Present-day Old Town is typically described as the neighborhood bordered by Grasmere to the north, Dongan Hills to the south, South Beach to the east, and Concord to the west. The neighborhood is served by the Old Town station of the Staten Island Railway. Old Town is also served by the local buses on Hylan Boulevard and the local buses on Richmond Road. Express bus service is provided by the on Hylan Boulevard and the on Richmond Road.

== Demographics ==
For census purposes, the New York City Department of City Planning classifies Grasmere as part of a larger Neighborhood Tabulation Area called Grasmere-Arrochar-South Beach-Dongan Hills SI0201. This designated neighborhood had 36,259 inhabitants based on data from the 2020 United States Census. This was an increase of 1,834 persons (5.3%) from the 34,425 counted in 2010. The neighborhood had a population density of 19.9 inhabitants per acre (14,500/sq mi; 5,600/km^{2}).

The racial makeup of the neighborhood was 57.7% (20,914) White (Non-Hispanic), 5.0% (1,828) Black (Non-Hispanic), 17.9% (6,499) Asian, and 2.7% (979) from two or more races. Hispanic or Latino of any race were 16.7% (6,039) of the population.

According to the 2020 United States Census, this area has many cultural communities of over 1,000 inhabitants. This include residents who identify as Mexican, Puerto Rican, Albanian, German, Irish, Italian, Polish, Russian, African-American, and Chinese.

The largest age group was people 50-64 years old, which made up 22.4% of the residents. 70.0% of the households had at least one family present.
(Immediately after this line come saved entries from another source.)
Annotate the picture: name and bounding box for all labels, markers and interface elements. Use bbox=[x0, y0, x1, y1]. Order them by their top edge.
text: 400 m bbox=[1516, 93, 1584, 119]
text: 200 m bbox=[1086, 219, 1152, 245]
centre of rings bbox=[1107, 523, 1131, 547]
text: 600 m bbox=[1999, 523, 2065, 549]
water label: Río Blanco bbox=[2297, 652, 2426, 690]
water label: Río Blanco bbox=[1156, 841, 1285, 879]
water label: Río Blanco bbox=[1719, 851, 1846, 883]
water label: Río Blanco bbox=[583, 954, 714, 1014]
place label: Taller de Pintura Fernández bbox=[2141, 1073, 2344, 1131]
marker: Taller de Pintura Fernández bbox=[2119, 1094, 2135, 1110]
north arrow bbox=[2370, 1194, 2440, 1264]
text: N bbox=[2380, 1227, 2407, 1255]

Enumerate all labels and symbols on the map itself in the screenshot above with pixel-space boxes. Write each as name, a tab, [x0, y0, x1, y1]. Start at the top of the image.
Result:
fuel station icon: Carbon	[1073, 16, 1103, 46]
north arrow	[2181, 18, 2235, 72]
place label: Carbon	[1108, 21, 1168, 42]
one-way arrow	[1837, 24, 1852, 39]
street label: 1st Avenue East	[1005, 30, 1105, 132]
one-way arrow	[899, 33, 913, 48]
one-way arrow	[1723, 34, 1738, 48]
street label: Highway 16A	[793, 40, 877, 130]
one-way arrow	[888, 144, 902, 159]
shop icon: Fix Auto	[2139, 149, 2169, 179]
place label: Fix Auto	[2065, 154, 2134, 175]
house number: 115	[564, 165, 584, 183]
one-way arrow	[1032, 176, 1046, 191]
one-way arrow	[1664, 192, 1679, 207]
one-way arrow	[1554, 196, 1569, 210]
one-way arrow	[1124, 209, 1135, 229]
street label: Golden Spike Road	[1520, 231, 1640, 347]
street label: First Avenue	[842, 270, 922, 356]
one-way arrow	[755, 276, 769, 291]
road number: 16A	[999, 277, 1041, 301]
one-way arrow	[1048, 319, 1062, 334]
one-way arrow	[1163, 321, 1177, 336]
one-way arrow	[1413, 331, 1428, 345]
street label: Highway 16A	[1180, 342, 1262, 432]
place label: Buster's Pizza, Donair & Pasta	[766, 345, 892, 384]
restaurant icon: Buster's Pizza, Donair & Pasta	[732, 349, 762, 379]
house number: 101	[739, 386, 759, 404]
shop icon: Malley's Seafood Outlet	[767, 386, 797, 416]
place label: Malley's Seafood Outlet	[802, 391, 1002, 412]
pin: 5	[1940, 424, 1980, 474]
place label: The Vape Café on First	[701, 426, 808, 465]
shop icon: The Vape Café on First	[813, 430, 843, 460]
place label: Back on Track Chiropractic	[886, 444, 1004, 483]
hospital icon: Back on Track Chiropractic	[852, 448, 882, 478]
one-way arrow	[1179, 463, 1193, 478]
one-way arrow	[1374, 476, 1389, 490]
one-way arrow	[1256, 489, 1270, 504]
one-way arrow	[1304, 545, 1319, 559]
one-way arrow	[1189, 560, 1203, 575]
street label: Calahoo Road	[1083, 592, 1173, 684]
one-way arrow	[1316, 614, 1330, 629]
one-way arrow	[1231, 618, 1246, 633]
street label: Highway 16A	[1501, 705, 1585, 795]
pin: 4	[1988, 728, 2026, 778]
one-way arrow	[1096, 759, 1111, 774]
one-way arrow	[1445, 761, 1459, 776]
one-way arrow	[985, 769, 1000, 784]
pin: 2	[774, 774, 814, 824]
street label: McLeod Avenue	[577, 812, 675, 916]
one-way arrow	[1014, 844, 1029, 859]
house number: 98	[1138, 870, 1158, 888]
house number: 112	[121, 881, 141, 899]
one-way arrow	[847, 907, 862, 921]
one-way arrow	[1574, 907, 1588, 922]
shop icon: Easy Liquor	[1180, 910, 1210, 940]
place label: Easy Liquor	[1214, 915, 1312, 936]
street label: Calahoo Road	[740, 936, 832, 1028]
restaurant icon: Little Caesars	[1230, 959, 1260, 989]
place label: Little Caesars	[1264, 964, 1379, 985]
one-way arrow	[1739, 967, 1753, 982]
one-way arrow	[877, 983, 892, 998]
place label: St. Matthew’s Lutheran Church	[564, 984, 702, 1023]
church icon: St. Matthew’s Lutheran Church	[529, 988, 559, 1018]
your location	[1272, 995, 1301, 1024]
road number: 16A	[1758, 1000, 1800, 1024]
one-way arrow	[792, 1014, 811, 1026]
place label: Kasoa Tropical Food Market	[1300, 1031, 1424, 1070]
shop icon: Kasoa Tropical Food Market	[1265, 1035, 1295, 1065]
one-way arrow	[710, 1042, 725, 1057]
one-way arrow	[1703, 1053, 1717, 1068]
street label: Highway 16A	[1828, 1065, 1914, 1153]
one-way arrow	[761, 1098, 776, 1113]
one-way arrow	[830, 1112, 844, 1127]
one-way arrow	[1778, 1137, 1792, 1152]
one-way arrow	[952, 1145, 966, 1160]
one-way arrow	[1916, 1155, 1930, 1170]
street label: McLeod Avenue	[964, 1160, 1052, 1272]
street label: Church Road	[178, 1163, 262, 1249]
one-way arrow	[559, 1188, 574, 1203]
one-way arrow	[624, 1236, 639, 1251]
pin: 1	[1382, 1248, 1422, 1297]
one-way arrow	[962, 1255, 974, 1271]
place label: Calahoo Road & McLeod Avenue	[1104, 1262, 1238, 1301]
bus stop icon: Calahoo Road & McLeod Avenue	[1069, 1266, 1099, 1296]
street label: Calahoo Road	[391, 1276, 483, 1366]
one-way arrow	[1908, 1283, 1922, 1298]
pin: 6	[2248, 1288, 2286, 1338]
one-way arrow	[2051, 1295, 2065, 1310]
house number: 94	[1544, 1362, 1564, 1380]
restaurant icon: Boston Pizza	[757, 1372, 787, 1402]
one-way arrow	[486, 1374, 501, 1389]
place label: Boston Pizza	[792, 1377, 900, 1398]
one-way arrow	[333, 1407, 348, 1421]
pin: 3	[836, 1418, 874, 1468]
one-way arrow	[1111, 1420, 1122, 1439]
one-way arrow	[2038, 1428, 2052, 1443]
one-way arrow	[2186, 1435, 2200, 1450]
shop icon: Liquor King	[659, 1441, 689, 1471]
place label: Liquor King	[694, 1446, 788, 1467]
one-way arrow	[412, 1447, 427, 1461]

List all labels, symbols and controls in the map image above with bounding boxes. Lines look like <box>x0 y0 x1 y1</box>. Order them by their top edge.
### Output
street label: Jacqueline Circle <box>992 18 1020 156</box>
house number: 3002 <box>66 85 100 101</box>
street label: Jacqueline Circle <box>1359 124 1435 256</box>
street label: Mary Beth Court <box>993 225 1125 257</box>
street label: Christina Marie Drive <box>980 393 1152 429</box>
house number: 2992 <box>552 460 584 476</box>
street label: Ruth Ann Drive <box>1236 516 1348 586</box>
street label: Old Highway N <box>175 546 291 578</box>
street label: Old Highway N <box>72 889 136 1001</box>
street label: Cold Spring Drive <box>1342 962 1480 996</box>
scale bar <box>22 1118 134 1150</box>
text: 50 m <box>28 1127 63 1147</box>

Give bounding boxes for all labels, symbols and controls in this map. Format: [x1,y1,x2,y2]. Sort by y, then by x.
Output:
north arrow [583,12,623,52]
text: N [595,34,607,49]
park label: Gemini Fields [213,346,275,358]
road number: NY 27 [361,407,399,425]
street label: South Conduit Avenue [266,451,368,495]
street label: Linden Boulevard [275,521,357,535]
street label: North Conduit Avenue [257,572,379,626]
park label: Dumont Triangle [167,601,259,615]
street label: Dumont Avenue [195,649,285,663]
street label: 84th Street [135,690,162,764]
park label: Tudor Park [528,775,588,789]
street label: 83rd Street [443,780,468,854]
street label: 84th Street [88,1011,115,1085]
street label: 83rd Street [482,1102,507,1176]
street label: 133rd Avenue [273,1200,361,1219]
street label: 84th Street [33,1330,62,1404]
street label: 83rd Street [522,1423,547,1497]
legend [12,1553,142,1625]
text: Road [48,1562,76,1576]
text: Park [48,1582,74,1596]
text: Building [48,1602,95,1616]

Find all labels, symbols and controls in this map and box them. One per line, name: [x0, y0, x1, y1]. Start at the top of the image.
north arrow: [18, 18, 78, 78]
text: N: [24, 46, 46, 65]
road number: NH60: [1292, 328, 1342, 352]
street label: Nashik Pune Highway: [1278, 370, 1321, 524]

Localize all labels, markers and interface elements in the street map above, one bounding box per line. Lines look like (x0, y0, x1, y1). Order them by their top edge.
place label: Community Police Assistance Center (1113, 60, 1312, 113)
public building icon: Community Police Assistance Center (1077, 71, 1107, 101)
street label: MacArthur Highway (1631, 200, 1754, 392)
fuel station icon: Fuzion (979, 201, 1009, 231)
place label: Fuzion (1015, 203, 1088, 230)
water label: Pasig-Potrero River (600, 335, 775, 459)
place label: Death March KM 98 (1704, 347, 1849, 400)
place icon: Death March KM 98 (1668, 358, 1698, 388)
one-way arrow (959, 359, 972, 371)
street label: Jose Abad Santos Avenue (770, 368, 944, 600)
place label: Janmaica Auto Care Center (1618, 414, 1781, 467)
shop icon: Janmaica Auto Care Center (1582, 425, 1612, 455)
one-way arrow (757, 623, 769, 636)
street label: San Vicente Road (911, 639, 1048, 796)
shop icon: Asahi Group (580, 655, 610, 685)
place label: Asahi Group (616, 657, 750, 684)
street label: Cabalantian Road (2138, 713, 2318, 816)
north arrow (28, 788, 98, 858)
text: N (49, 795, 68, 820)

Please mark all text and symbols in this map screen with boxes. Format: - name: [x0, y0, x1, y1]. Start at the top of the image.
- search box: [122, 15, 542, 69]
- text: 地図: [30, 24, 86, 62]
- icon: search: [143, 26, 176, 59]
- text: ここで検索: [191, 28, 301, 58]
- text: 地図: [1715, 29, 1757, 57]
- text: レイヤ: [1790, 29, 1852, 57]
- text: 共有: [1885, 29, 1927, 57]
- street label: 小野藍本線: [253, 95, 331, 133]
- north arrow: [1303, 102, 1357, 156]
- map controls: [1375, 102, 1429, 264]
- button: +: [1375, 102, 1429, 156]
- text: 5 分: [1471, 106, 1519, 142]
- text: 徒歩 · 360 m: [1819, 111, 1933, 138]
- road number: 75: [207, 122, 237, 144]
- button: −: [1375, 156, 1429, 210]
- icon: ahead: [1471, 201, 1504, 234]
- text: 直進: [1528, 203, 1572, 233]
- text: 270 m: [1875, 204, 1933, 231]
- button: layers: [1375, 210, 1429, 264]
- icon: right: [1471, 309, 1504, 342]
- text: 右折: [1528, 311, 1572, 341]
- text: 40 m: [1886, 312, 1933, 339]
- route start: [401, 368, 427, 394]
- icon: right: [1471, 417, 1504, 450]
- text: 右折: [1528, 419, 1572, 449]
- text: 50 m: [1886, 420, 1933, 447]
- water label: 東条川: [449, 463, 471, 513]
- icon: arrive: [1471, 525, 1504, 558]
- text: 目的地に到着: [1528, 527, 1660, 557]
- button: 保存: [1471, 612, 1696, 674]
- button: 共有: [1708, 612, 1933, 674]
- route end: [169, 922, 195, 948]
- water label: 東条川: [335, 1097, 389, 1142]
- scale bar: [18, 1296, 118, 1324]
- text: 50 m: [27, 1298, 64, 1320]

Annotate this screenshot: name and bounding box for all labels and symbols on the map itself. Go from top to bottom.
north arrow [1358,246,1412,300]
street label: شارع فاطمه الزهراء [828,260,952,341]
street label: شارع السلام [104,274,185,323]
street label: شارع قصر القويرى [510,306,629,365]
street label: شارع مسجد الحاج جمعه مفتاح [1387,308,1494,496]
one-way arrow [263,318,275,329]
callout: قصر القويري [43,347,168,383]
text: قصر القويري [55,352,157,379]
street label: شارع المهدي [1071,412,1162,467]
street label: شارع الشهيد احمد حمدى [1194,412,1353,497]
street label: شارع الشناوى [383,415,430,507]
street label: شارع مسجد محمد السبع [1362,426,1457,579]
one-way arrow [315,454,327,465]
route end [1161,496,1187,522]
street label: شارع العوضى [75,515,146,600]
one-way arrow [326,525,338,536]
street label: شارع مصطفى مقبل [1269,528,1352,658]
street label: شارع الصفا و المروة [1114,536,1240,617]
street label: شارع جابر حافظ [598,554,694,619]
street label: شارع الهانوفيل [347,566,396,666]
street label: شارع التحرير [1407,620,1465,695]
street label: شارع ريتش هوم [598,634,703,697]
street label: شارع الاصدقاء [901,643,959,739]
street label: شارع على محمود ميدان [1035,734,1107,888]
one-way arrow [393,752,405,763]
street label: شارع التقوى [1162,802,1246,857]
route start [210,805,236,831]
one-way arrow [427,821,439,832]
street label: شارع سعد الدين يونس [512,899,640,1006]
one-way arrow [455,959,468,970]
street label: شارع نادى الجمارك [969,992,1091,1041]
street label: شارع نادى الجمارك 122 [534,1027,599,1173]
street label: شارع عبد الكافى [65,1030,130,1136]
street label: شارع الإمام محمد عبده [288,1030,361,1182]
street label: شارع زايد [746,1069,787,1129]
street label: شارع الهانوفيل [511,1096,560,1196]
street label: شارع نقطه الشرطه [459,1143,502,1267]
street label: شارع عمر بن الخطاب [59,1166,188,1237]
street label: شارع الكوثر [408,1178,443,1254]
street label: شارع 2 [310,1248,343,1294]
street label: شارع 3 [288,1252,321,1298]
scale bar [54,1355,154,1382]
Out of the 12,811 households, 46.4% had a married couple (18.2% with a child under 18), 4.4% had a cohabiting couple (1.7% with a child under 18), 19.1% had a single male (1.7% with a child under 18), and 30.1% had a single female (5.3% with a child under 18). 31.6% of households had children under 18. In this neighborhood, 42.8% of non-vacant housing units are renter-occupied.

==Notable places==
The neighborhood is home to the campus of Staten Island's largest circulation daily, the Staten Island Advance, a newspaper that likes to refer to Old Town as either Grasmere or Dongan Hills, even though its residents refer to it as Old Town.

The Academy of St. Dorothy, a private Roman Catholic elementary school sits on Hylan Boulevard in Old Town.

Carmel Richmond Healthcare and Rehabilitation Center (formerly Carmel Richmond Nursing Home), a Roman Catholic nursing home sits on Old Town Road. The home was established by the sisters of the Carmelite Order in the 1970s.

A Very Special Place, a school for developmentally disabled children was opened on Quintard Street in the late 1990s.

==Notable people==
James Oddo, an American politician and member of the New York City Council is a former resident of Old Town.